Türklerin millî hars hakkındaki bu endişeleri, menkıbelerde, efsanelerde bile görülür. Bogu Han menkıbesinin nihayetinde Yulun Tigin adlı bir Türk hakanının Kut Dağı’nı, oğluna verilen Çin Prensesi’ne mukabil, Çin İmparatoru’na hediye ettiğini ve bundan dolayı üzerinde oturdukları toprağın, hükümdarla beraber milletini üzerinde oturmaktan men ederek göçe icbar ettiğini ifade ediyor.[13 - Kitab-ü İlm-in – Nâfi] O zaman Türk Devleti’nin zafer tılsımı tanılan bu Kut Dağı’nı, millî harsın bir timsali sayarsak haksızlık mı etmiş oluruz?
LAHİKA
“Tatar” kelimesi, “tat eri” tabirinden murahhas olsa gerek. Dede Korkut Kitabı’nda “tat eri” tabiri var. Türkler tatar sıfatını, cahil yani töresiz olan Moğollarla Tunguzlara isnat ederlerdi. “Tat” ile “tatar” arasındaki fark, Arap lisanında “kâfir” ile “cahil” arasındaki gibidir. Tatarlarda kan davası, gazve gibi aşiret âdetleri henüz yaşıyordu. Türk’ün cahiline, Tatar denilip denilmediğini bilmiyorum.

3. İÇTİMAİ TASNİFLER
Geçen fasıldaki sözlerden anlaşıldı ki İslamiyetten evvel, Türkler, Farsi-lere kâfir nazarıyla baktıklarından, İran Medeniyeti’ne kıymet vermiyorlardı. Çinlilere karşı ise bir nevi ihtirazkâr hürmetleri vardı. Türklerin Çinlilere gösterdikleri bu temayül, Çin harsı ile Türk harsı arasında müşterek bazı müesseselerin bulunduğunu ima eder. Milletler arasında müşterek müesseseler ve başka tabirle müşterek bir medeniyet var mıydı? Böyle bir medeniyet varsa başka milletler de buna dâhil olmamışlar mıydı?

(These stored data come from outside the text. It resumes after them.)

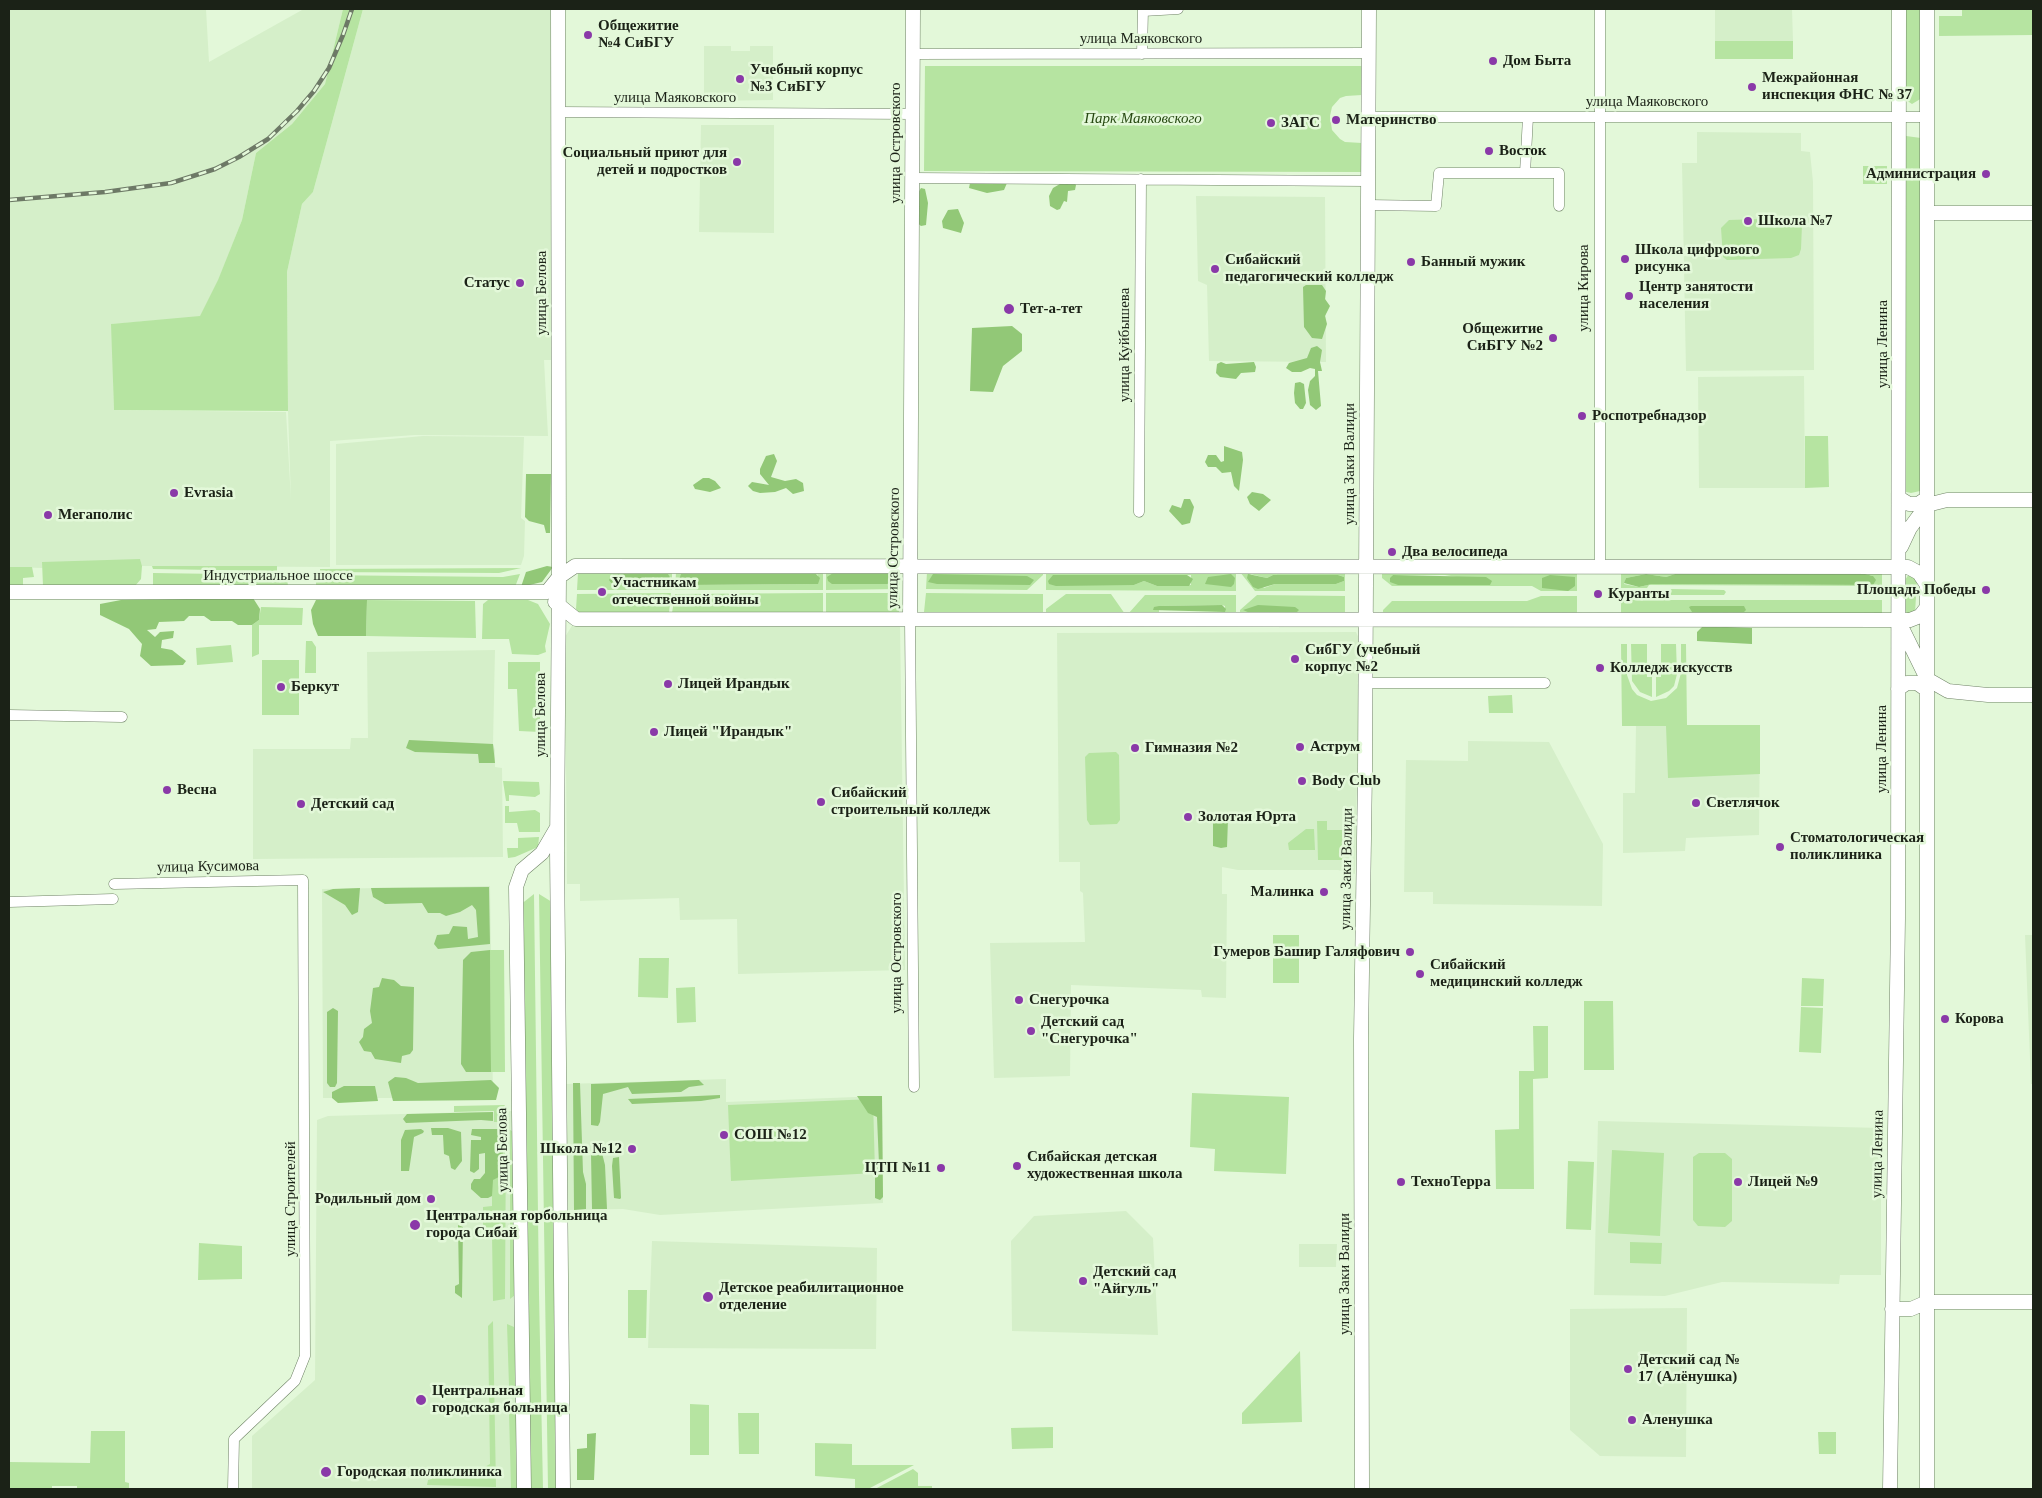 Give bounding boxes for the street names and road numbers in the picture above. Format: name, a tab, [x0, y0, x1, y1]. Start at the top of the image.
street label: улица Маяковского	[1080, 30, 1202, 48]
street label: улица Островского	[887, 83, 905, 203]
street label: улица Маяковского	[614, 89, 736, 107]
street label: улица Маяковского	[1586, 93, 1708, 111]
street label: улица Кирова	[1575, 244, 1593, 332]
street label: улица Белова	[533, 251, 551, 335]
street label: улица Куйбышева	[1116, 288, 1134, 402]
street label: улица Ленина	[1874, 300, 1892, 388]
street label: улица Заки Валиди	[1341, 403, 1359, 525]
street label: улица Островского	[884, 487, 904, 609]
street label: Индустриальное шоссе	[203, 567, 353, 585]
street label: улица Белова	[532, 673, 550, 757]
street label: улица Ленина	[1873, 705, 1891, 793]
street label: улица Заки Валиди	[1337, 808, 1357, 930]
street label: улица Кусимова	[157, 857, 259, 877]
street label: улица Островского	[888, 893, 906, 1013]
street label: улица Белова	[493, 1108, 513, 1192]
street label: улица Ленина	[1868, 1110, 1888, 1198]
street label: улица Строителей	[282, 1141, 300, 1257]
street label: улица Заки Валиди	[1336, 1213, 1354, 1335]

Durkheim ile Mauss’un L’Année Sociologique’in altıncı cildinde neşrettikleri “Tasnifin Bazı İptidai Şekilleri” unvanlı makale, bize Çinliler, Moğollar, Tibetliler, Kamboçlular, Siyamlılar arasında müşterek olan birtakım iptidai tasnifler bulunduğunu göstermektedir. Vaktiyle Millî Tetebbular Mecmuası’nın üçüncü sayısında neşrettiğim bir tetkiknamede, Türklerde de bu tasnifin bulunduğunu ve hatta Sibirya’nın Koyaklar ve Şukşalar gibi iptidai kavimlerinde bunun izlerine rast gelindiğini göstermiştim.

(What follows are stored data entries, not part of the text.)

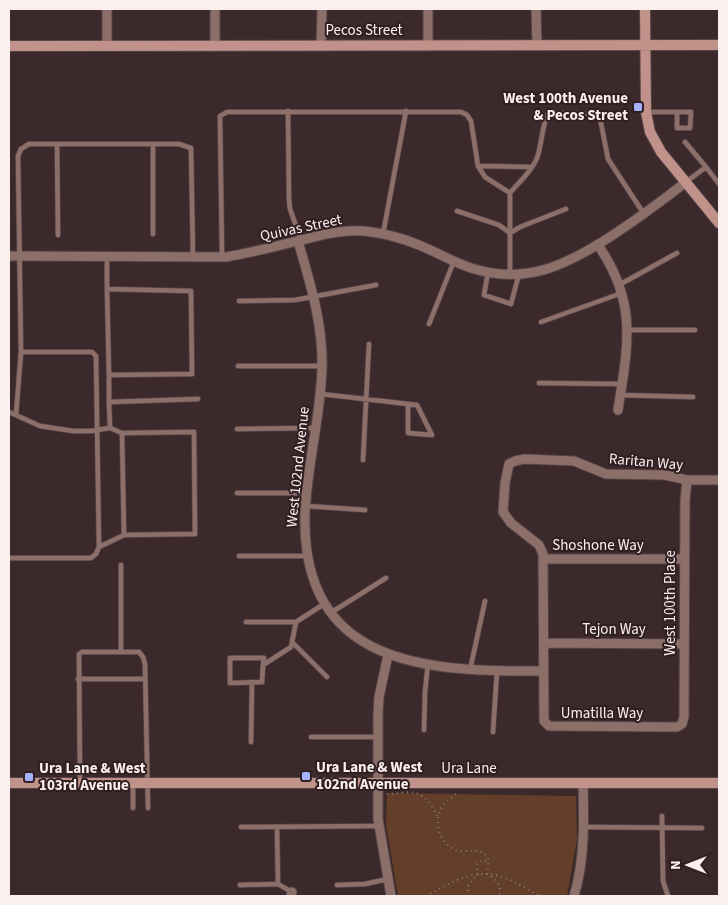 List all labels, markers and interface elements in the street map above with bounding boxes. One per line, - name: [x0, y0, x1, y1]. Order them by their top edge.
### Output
- street label: Pecos Street: [325, 20, 403, 41]
- place label: West 100th Avenue & Pecos Street: [503, 88, 628, 126]
- marker: West 100th Avenue & Pecos Street: [632, 101, 644, 113]
- street label: Quivas Street: [258, 209, 344, 247]
- street label: West 102nd Avenue: [281, 406, 315, 528]
- street label: Raritan Way: [608, 448, 684, 476]
- street label: Shoshone Way: [552, 535, 644, 556]
- street label: West 100th Place: [660, 550, 681, 656]
- street label: Tejon Way: [582, 619, 646, 640]
- street label: Umatilla Way: [561, 703, 643, 724]
- place label: Ura Lane & West 102nd Avenue: [316, 757, 423, 795]
- place label: Ura Lane & West 103rd Avenue: [39, 758, 146, 796]
- street label: Ura Lane: [441, 758, 497, 779]
- marker: Ura Lane & West 102nd Avenue: [300, 770, 312, 782]
- marker: Ura Lane & West 103rd Avenue: [23, 771, 35, 783]
- north arrow: [663, 840, 713, 890]
- text: N: [666, 860, 686, 870] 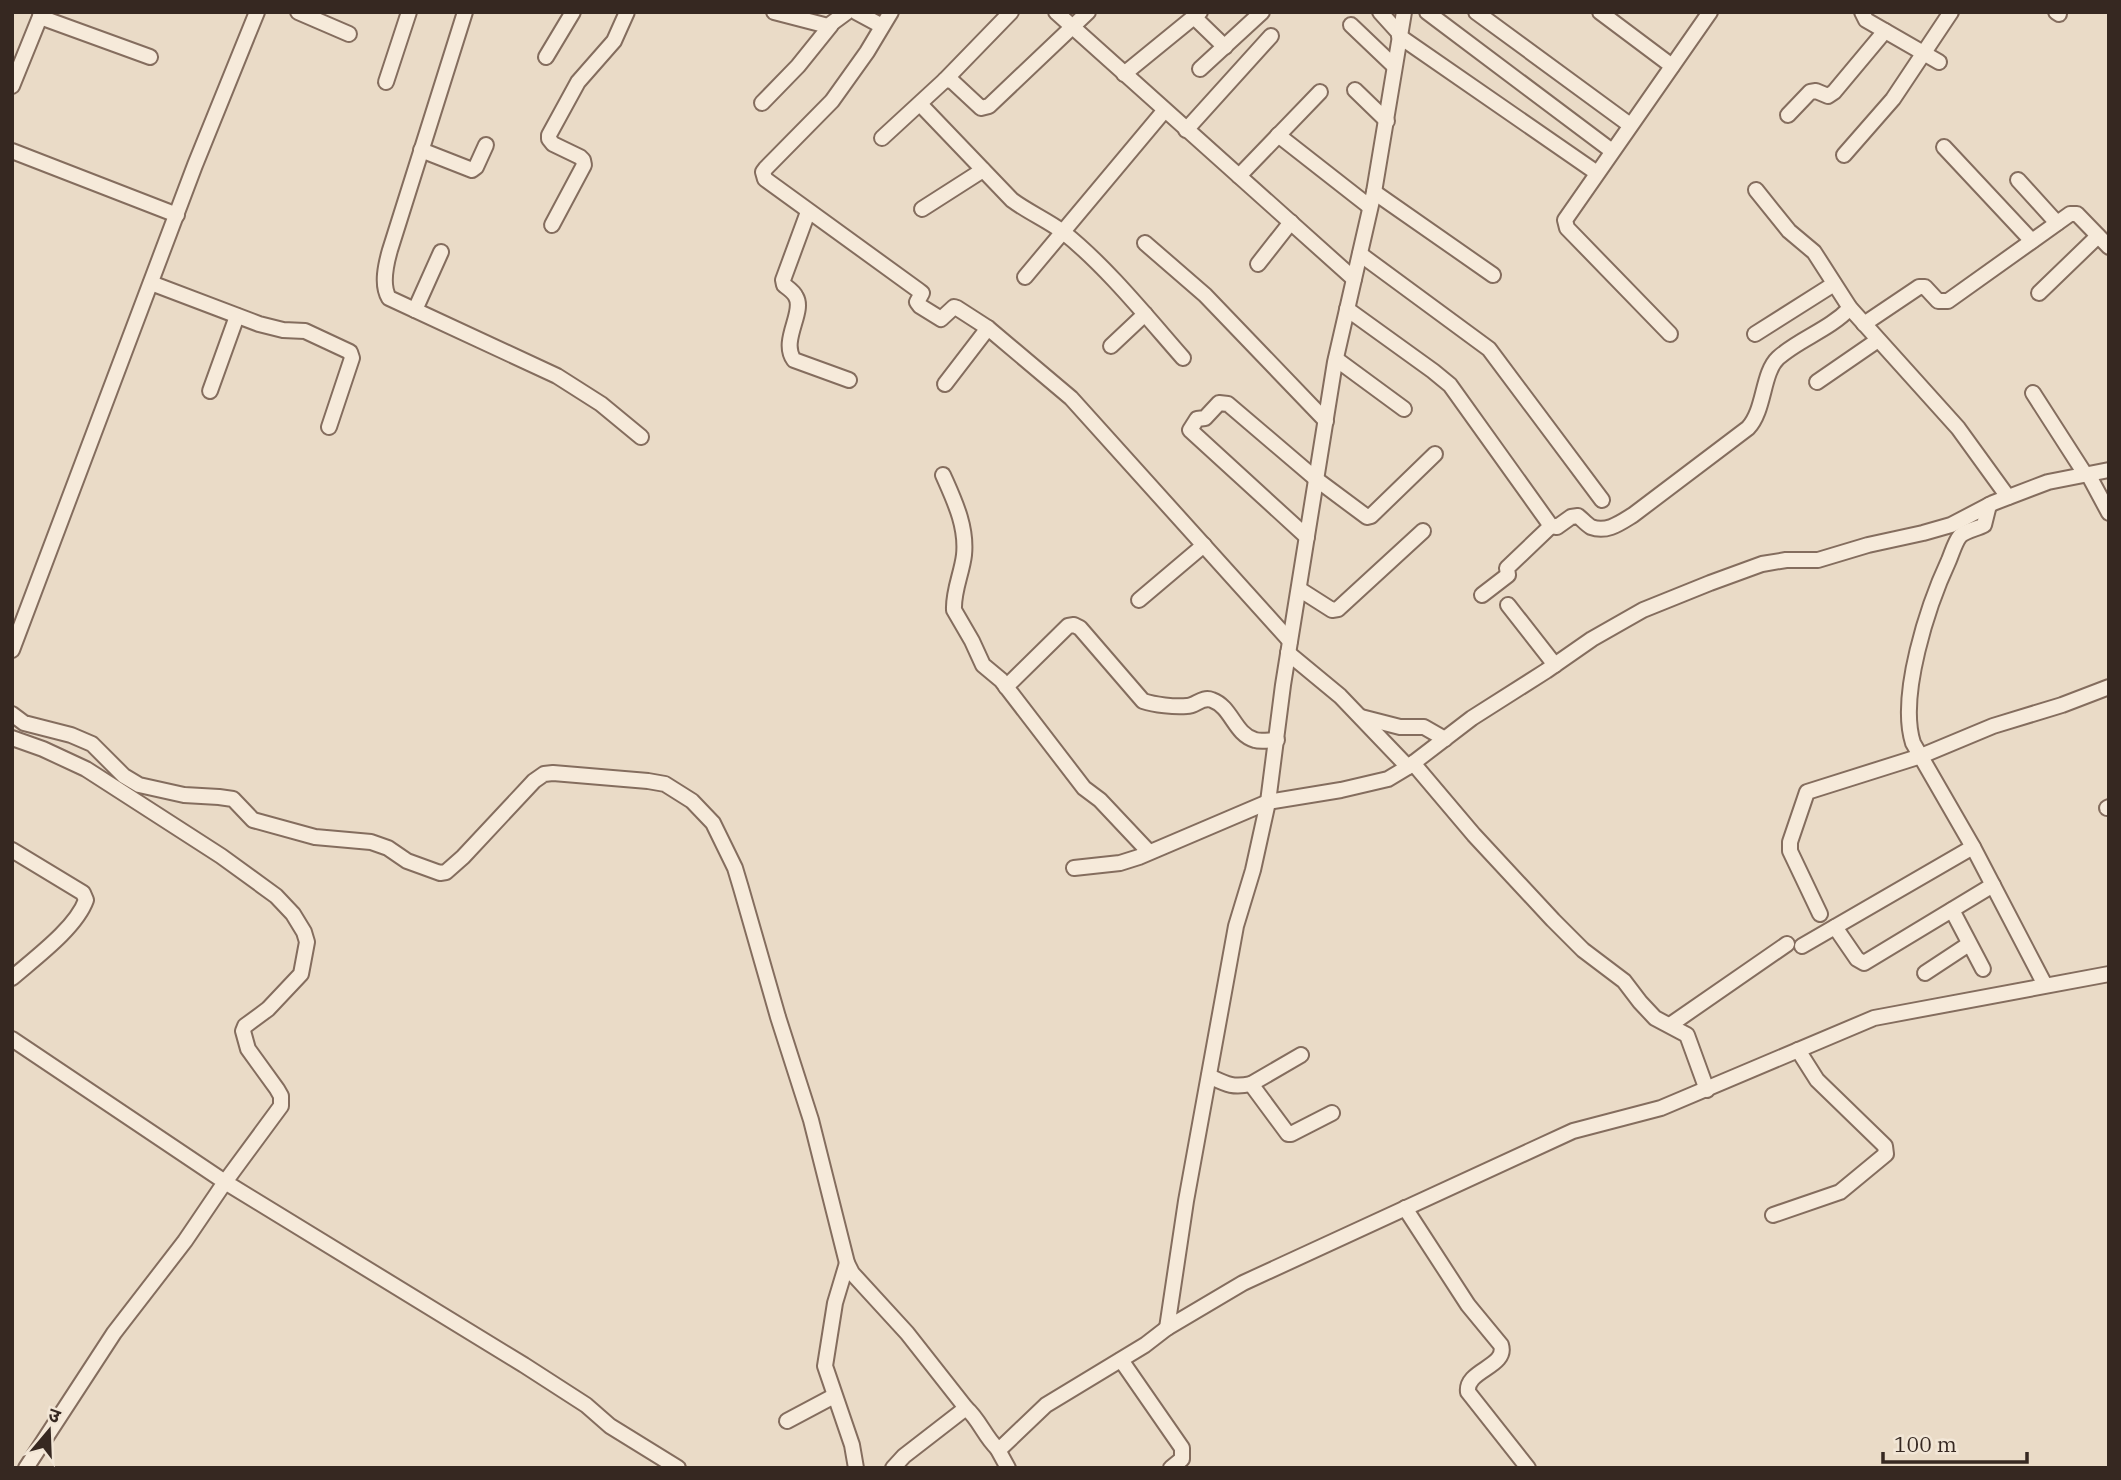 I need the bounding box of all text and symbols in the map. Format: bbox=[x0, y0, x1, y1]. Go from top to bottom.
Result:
north arrow bbox=[14, 1396, 84, 1466]
text: उ bbox=[45, 1402, 65, 1428]
scale bar bbox=[1883, 1420, 2026, 1464]
text: 100 m bbox=[1894, 1430, 1957, 1458]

Bu iptidai tasnifler, ilk nazarda ehemmiyetsiz görünür. Bir medeniyetin temelini böyle esatire merbut tasniflerin teşkil edemeyeceğini itiraz olarak ileri sürenler bulunabilir. Fakat Durkheim ile Mauss, bu tasniflerin yalnız mevcudiyetini haber vermekle kalmadılar, bunların bir taraftan o zamanki içtimai mantığa esas olduklarını, diğer cihetten de içinde teşekkül ettikleri zamandaki içtimai teşkilatların doğru bir makesleri bulunduklarını meydana koydular. Bilahare, Durkheim, Dinî Hissiyatın İptidai Şekilleri adlı kitabında, Mauss da Hubert’le müştereken neşrettikleri Din Tarihine Dair Tetkikler namındaki eserde bu meseleyi tamik ettiler. Levy-Bruhl de İptidai Cemiyetlerde Ruhi Üfûleler adlı kitabında bu tasniflerin vücuda gösterdiği iptidai mantığı tahlile ve bundan ilmî mantığa nasıl geçildiğini göstermeye çalıştı.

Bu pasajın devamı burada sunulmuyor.